- Comrie Location within Fife
- Area: 0.199 km^{2} (0.077 sq mi)
- Population: 830 (2020)
- • Density: 4,171/km^{2} (10,800/sq mi)
- OS grid reference: NT0188
- Council area: Fife;
- Shire county: Fife;
- Country: Scotland
- Sovereign state: United Kingdom
- Police: Scotland
- Fire: Scottish
- Ambulance: Scottish
- UK Parliament: Dunfermline and West Fife;
- Scottish Parliament: Dunfermline;

= Comrie, Fife =

Comrie (/ˈkʌmri/ locally or /ˈkɒmri/); is a village in Fife, Scotland, located immediately west of the neighbouring village of Oakley, 6.2 miles (9.98 km) west of Dunfermline on the A907. In 2019 it had an estimated population of 810.

==Description==
The village primarily consists of modern housing schemes. There is also a community centre and one pub. Services including a health centre are located in Oakley.

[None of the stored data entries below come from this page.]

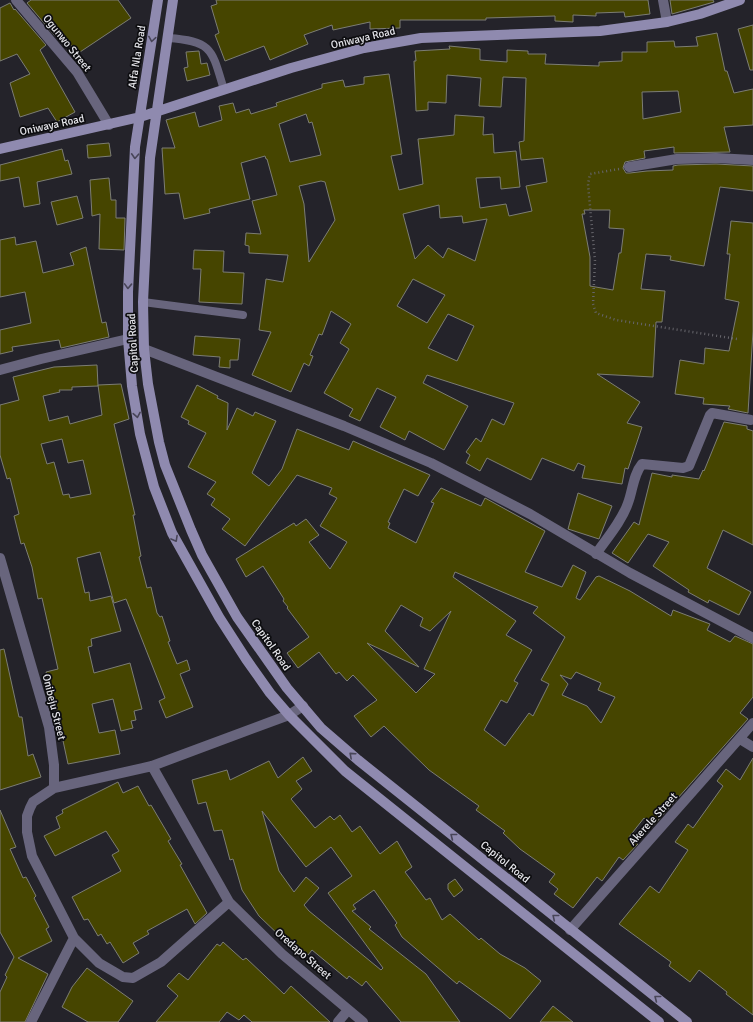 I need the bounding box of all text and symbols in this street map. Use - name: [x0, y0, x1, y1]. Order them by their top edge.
- street label: Ogunwo Street: [40, 12, 94, 74]
- street label: Alfa Nla Road: [126, 24, 148, 89]
- street label: Oniwaya Road: [329, 24, 397, 52]
- one-way arrow: [148, 36, 157, 42]
- street label: Oniwaya Road: [18, 112, 86, 138]
- one-way arrow: [131, 153, 139, 159]
- one-way arrow: [124, 283, 133, 289]
- street label: Capitol Road: [125, 313, 141, 373]
- one-way arrow: [132, 412, 141, 418]
- one-way arrow: [171, 535, 178, 542]
- street label: Capitol Road: [249, 617, 294, 673]
- street label: Onibeju Street: [40, 673, 69, 742]
- one-way arrow: [349, 752, 357, 760]
- street label: Akerele Street: [626, 790, 680, 848]
- one-way arrow: [451, 834, 458, 841]
- street label: Capitol Road: [478, 838, 532, 886]
- one-way arrow: [552, 915, 559, 922]
- street label: Oredapo Street: [272, 926, 334, 982]
- one-way arrow: [654, 996, 661, 1003]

The Comrie Burn runs through the south of the village, and the Blair Burn to the east separates Comrie from Oakley.

===Education===
Children in Comrie are within the catchment area of Inzievar (non-denominational) and Holy Name (Catholic) primary schools, both located in one building in Oakley. High school pupils attend Queen Anne (non-denominational) or St Columba's, both located in Dunfermline.

===Transport===
The 4, 6 and 28 bus services run from Comrie through to Dunfermline.